Above Rues Vertes the spiteful fire of the remaining scattered units of the Ten Hundred impressed upon the Hun mind a fear of those riflers that was pregnant enough to force him to rapidly verge away from the spot to a safer distance of a mile or so.
The little village near the Crucifix was withdrawn from at dusk with no molestation. Shelling slackened to a mere initial salvo from Rumilly. The lull followed in which enemy reinforcement were being brought up to be thrown in large forces upon those stubborn British regiments who were clinging tenaciously, with unshaken obstinacy, to shattered trenches.

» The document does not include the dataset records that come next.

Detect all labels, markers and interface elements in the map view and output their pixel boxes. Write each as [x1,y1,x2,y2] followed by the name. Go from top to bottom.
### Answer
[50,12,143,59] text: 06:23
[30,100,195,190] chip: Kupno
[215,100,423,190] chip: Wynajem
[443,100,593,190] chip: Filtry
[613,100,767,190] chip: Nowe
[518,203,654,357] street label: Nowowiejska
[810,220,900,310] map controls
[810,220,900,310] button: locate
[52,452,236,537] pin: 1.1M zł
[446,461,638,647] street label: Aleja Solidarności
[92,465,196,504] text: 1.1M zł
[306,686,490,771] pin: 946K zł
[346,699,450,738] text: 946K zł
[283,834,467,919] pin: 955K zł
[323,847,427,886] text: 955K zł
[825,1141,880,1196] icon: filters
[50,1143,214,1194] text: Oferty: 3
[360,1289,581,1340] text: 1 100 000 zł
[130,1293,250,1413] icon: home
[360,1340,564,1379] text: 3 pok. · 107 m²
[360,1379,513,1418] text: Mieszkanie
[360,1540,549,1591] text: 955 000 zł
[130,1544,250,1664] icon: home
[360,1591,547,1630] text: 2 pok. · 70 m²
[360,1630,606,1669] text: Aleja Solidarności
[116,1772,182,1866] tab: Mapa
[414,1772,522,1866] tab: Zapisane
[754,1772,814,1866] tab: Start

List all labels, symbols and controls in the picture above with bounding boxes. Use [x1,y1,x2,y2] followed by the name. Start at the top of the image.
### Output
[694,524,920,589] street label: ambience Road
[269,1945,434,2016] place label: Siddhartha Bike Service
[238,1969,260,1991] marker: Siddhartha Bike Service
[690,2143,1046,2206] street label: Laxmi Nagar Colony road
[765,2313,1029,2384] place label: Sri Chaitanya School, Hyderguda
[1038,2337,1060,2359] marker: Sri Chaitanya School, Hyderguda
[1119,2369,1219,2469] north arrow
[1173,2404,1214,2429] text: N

Lieut. Stone (afterwards M.C.) led a bombing raid under cover of night into Rues Vertes, originating there an uproar that startled every Fritz within a mile into a bad degree of "windy" apprehension. He fired into the air a frenzied array of Verey lights in hope of discovering the extent of the raid. Had the Ten Hundred been less war-worn they would have chuckled delightedly over this successful bluff, but they hardly commented upon it, stared wearily and disinterestedly at the flashes of bursting grenades, turned away and banged arms and hands noisily on thighs to enforce some little circulation into those cold, clammy limbs.
So utterly exhausted were a few of the youngsters that they had fallen into unsettled sleep across their rifles, startled now and again into fearful wakedness by a mind that had for days been awaiting something that would inevitably come.
Men were little more than mechanical figures, but the brain ran rampant and uncontrolled until the wild memories of furious German attacks earlier in the day surged up with acute pregnancy and the victim fell prey to poignant hallucination. The endless rows of grey figures would advance yard by yard ... five hundred range, four hundred, three hundred. God, we can't stop him. The crackle of rifles and machine-guns shrieked higher ... two hundred; one hundred. Breath comes and goes in sobs—in one minute he will be on you. Then he wavers. Now is the time; pump the lead into him ... he turns.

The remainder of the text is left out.